Corretor de planos de saúde registrado na SUSEP sob o nº 241159283, responsável técnico da Salud Corretora de Seguros Ltda. (CNPJ 31.371.785/0001-44). Há mais de 6 anos ajudando famílias e empresas a contratar planos de saúde em Belo Horizonte e em todo o Brasil.

Perguntas frequentes

O que é coparticipação em plano de saúde?
Coparticipação é uma modalidade contratual em que o beneficiário paga uma mensalidade reduzida (normalmente 20% a 40% mais barata) e arca com um percentual ou valor fixo a cada uso do plano — consulta, exame ou terapia. Está regulada pela Resolução Normativa ANS 433/2018.
Qual o limite máximo de coparticipação que a ANS permite?
Pela RN 433/2018, a soma anual da coparticipação não pode ultrapassar a mensalidade integral do plano.
Plano com coparticipação tem mensalidade mais barata?
Sim. Em média, planos com coparticipação têm mensalidade entre 20% e 40% mais barata que o plano integral equivalente.
Quando NÃO vale a pena ter coparticipação?

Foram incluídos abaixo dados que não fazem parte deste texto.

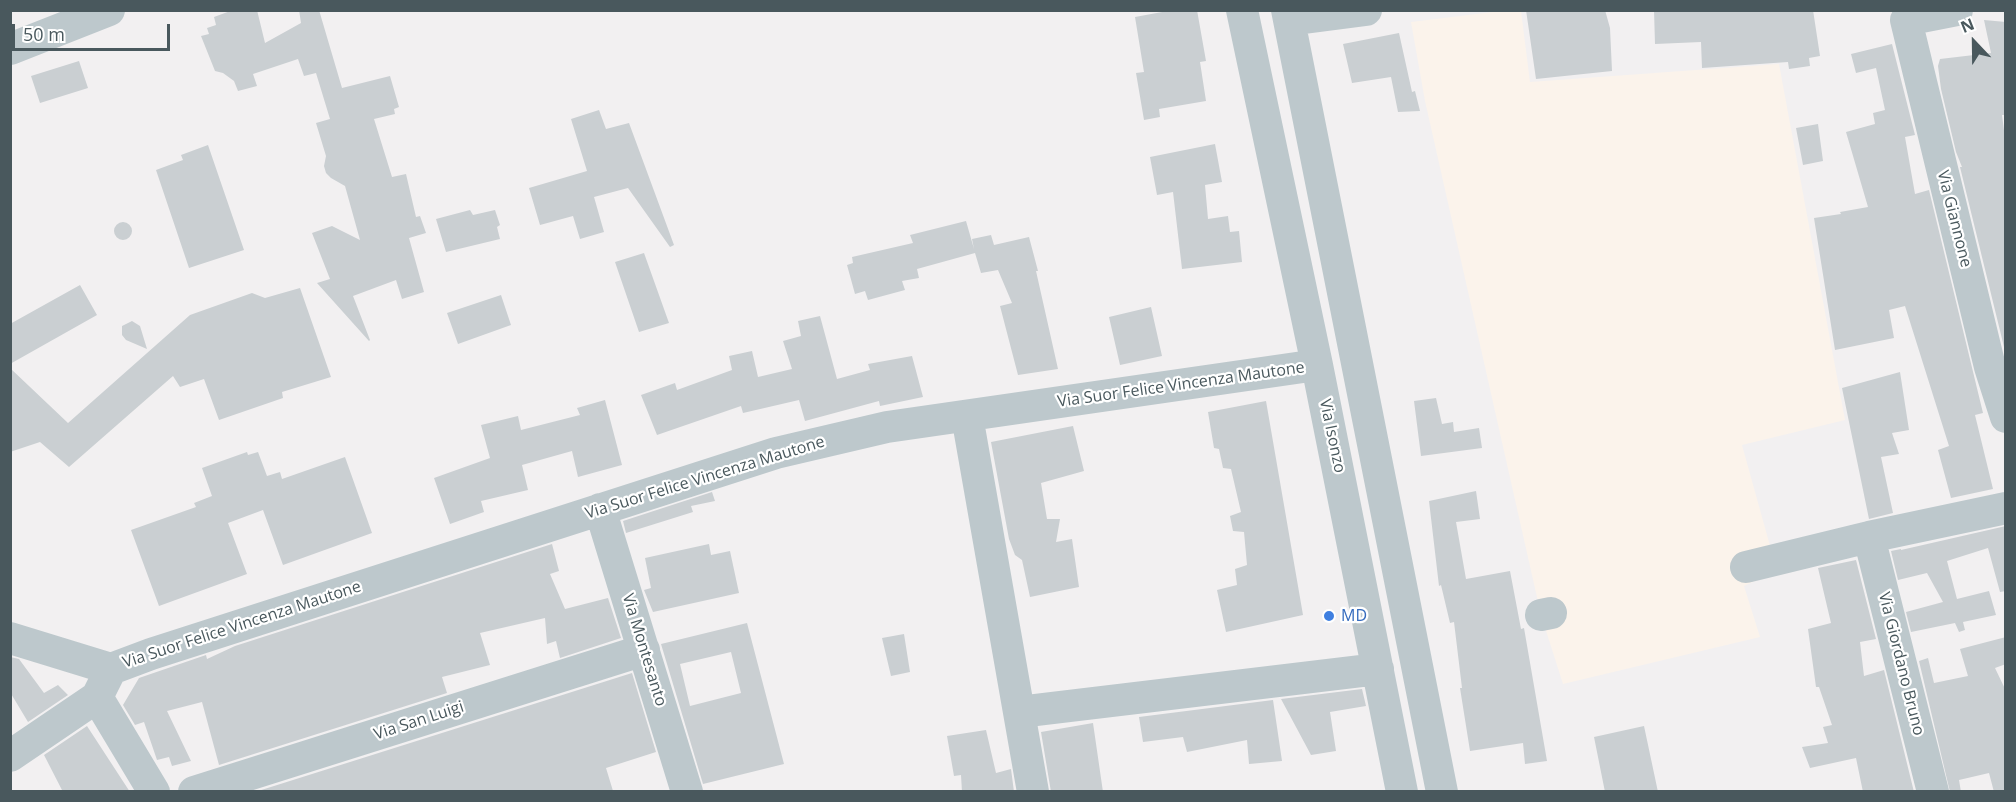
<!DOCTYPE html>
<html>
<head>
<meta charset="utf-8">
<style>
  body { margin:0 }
  #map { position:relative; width:2016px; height:802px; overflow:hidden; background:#f2f0f1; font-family:"Open Sans",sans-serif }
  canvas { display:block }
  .frame { position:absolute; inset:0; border:12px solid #49585d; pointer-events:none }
  .north { position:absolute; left:1944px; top:12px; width:60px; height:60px; -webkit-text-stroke:4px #fff; paint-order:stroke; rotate:338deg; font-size:16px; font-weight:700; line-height:24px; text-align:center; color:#49585d }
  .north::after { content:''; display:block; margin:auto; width:21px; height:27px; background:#49585d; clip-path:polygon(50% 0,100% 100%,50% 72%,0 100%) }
  .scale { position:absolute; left:12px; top:24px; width:158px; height:27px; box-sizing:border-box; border:3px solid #49585d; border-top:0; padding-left:8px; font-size:18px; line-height:21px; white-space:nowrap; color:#49585d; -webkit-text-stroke:4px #fff; paint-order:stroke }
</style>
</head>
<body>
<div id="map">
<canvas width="2016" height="802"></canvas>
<div class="frame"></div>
<div class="north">N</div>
<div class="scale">50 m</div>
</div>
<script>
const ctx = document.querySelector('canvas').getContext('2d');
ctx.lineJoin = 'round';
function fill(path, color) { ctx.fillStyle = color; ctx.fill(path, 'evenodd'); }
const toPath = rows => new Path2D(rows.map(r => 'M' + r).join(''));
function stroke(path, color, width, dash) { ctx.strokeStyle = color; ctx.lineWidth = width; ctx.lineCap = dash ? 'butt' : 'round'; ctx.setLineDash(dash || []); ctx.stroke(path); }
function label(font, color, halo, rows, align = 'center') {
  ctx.font = font + ' "Open Sans",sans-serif'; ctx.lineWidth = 4.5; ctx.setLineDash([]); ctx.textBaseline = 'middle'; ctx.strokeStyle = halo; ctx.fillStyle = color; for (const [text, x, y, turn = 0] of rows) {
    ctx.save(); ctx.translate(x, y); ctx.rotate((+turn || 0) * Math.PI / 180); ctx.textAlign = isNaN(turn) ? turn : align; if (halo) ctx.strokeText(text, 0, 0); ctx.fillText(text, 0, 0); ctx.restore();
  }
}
fill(toPath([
  [1501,11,1521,11,1530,82,1779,64,1845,420,1742,445,1777,571,1744,586,1760,637,1563,684,1541,615,1425,101,1411,22]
]), '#fbf3eb');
fill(toPath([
  [233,10,257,10,265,43,301,23,299,10,319,10,342,88,390,76,399,107,394,109,395,114,374,119,392,177,406,174,416,217,420,216,426,233,409,238,424,292,402,299,396,280,353,296,370,340,369,341,317,283,330,279,312,233,332,226,360,240,345,186,331,178,326,173,324,166,326,156,316,123,330,119,316,73,304,76,298,59,253,74,257,86,238,91,234,81,223,73,215,71,201,36,209,34,207,28,216,25,214,17],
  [1173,10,1197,10,1206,61,1200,62,1206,101,1159,109,1160,117,1144,120,1136,73,1144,72,1135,17],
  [1526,10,1605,10,1610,28,1612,71,1536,79],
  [1654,10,1813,10,1820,56,1809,58,1810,66,1789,69,1788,62,1702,68,1701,42,1655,44],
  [1984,20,2006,22,2006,115,2002,115,2006,146,2006,346,2004,347,1960,167,1962,167,1956,152,1941,89,1938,66,1940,59,1991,53],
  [1399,33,1412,92,1415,91,1420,111,1398,112,1391,77,1352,83,1343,44],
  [1892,44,1915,135,1905,137,1915,194,1929,190,1983,413,1975,415,1993,489,1951,498,1938,450,1949,446,1905,306,1889,310,1894,338,1835,350,1814,218,1841,214,1840,212,1868,207,1846,132,1875,124,1873,113,1885,110,1876,68,1856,73,1851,54],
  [79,61,88,88,40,103,31,76],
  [599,110,606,129,629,123,674,245,670,247,628,188,594,197,604,232,580,239,573,216,540,225,529,188,587,171,571,119],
  [1818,124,1823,161,1803,165,1796,128],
  [1215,144,1222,182,1205,185,1208,219,1228,216,1230,232,1239,231,1242,262,1182,269,1173,192,1157,195,1150,157],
  [208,145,244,250,189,268,156,170,183,160,181,155],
  [470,210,473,215,495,210,500,225,497,227,500,239,446,252,436,219],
  [966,221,974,249,972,239,991,235,994,245,1029,237,1038,271,1036,271,1058,369,1018,375,1000,306,1012,303,998,270,981,273,975,253,917,269,919,278,902,281,905,290,868,300,865,291,855,294,847,265,853,263,852,257,913,243,910,235],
  '114 231a9 9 0 1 1 18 0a9 9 0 1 1-18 0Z',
  [644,253,669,323,639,332,615,262],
  [80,285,97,315,10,364,10,324],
  [300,288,331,377,282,392,283,398,219,420,204,379,180,387,173,376,69,467,40,442,10,452,10,368,68,423,190,315,252,293,265,298],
  [501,295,511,325,458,344,447,313],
  [1151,307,1162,356,1120,365,1109,317],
  [820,316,837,379,870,370,868,364,912,356,923,397,880,406,879,401,805,421,799,400,743,413,741,406,657,435,641,395,675,383,677,390,732,370,729,356,752,351,758,377,792,369,783,341,801,336,798,321],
  [132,321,140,326,147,349,126,340,122,335,122,326],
  [1900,372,1909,430,1892,433,1899,454,1881,457,1893,513,1869,519,1842,388],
  [1436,398,1442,424,1453,422,1454,432,1479,428,1482,448,1421,456,1414,401],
  [605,400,622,465,578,477,572,451,522,465,528,490,481,501,484,512,450,524,434,478,490,458,481,425,518,416,521,430,580,415,577,408],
  [1266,401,1303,615,1226,632,1217,590,1237,585,1235,569,1247,565,1244,532,1233,531,1230,516,1241,512,1231,469,1223,468,1219,449,1214,448,1208,412],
  [1073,426,1084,471,1041,483,1047,519,1060,519,1056,542,1072,539,1079,587,1030,597,1022,560,1015,555,1009,539,991,442],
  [247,452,248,455,258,452,267,476,280,472,282,479,345,457,372,533,283,565,263,510,228,523,247,574,159,606,131,530,196,507,194,503,212,496,202,468],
  [1476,491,1480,519,1456,522,1466,579,1510,571,1521,629,1524,628,1547,761,1525,764,1523,743,1470,751,1460,688,1462,688,1454,622,1450,623,1441,585,1439,586,1429,501],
  [712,492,715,501,691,506,693,512,626,533,623,521],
  [2006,526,2006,591,2000,592,1988,548,1947,561,1957,599,1989,591,1996,615,1963,622,1965,630,1959,632,1955,623,1911,632,1906,612,1943,602,1927,573,1898,580,1891,551,1901,549,1901,550],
  [552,544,559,571,550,574,565,609,608,598,621,638,560,658,556,641,547,644,545,618,480,633,490,665,442,677,447,693,219,765,202,702,167,711,191,761,172,766,169,757,157,760,144,722,135,725,123,705,139,678,206,655,207,659,235,646],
  [709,544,711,555,730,551,739,593,653,612,644,590,651,588,645,558],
  [1856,560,1876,639,1860,642,1864,676,1884,670,1914,792,1863,792,1856,758,1810,768,1802,747,1828,743,1823,727,1832,725,1819,687,1816,687,1808,629,1831,623,1818,568],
  [747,623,784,764,703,784,661,644],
  [731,652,741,693,690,706,680,664],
  [904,634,910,672,891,676,882,638],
  [2006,637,2006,664,1995,668,2006,691,2006,792,1994,792,1989,773,1959,780,1961,792,1950,792,1919,661,1928,658,1934,683,1968,676,1960,649],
  [10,657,19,659,44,693,58,685,68,695,28,722,10,692],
  [632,673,656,752,606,768,613,791,255,792],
  [1362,689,1366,706,1330,712,1336,751,1311,755,1281,699],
  [1273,700,1282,761,1249,764,1247,740,1187,752,1183,737,1143,742,1139,717],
  [1093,723,1103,792,1051,792,1041,732],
  [87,726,130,792,63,792,44,755],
  [1644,726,1658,792,1605,792,1594,737],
  [986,730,996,773,1011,769,1014,792,962,792,961,775,954,776,947,736]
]), '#cacfd2');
stroke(toPath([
  [1242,10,1317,365,1402,792],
  [1287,10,1442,792],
  [1289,20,1366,10],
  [1906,20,1990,367,2006,417],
  [1906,20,1957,10],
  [10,49,109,10],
  [967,416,1033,792],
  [600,509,687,792],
  [1869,537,1933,792],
  [1746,567,1869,537,2006,508],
  [1541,615,1551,613],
  [10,638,111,669],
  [111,669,151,654,776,453,887,427,1317,365],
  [97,697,154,792],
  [1019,712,1378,669],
  [10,756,97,697,111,669],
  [194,792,644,650]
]), '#bdc8cc', 32);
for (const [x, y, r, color] of [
  [1329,616,6,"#3f7fe0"]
]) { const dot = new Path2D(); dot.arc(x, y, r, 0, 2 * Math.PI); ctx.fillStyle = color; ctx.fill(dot); stroke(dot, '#fff', 2); }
label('16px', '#49585d', '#fff', [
  ["Via Giannone",1954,219,76],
  ["Via Suor Felice Vincenza Mautone",1181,385,-8],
  ["Via Isonzo",1332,436,78],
  ["Via Suor Felice Vincenza Mautone",705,478,-17],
  ["Via Suor Felice Vincenza Mautone",242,625,-18],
  ["Via Montesanto",644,650,73],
  ["Via Giordano Bruno",1901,664,76],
  ["Via San Luigi",419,721,-18]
]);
label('16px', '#366cbe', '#fff', [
  ["MD",1341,616]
], 'left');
</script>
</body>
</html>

Não vale para quem tem condição crônica que exige consultas e exames mensais, idosos 59+ com uso frequente e famílias com crianças pequenas.
Internação tem coparticipação?
Pela ANS, internações de longa duração não podem ter coparticipação proporcional. Algumas operadoras cobram valor fixo por evento (R$ 200-500).
Posso mudar de plano com coparticipação para integral?
Sim. Você pode cancelar e contratar novo, ou usar portabilidade (RN 438).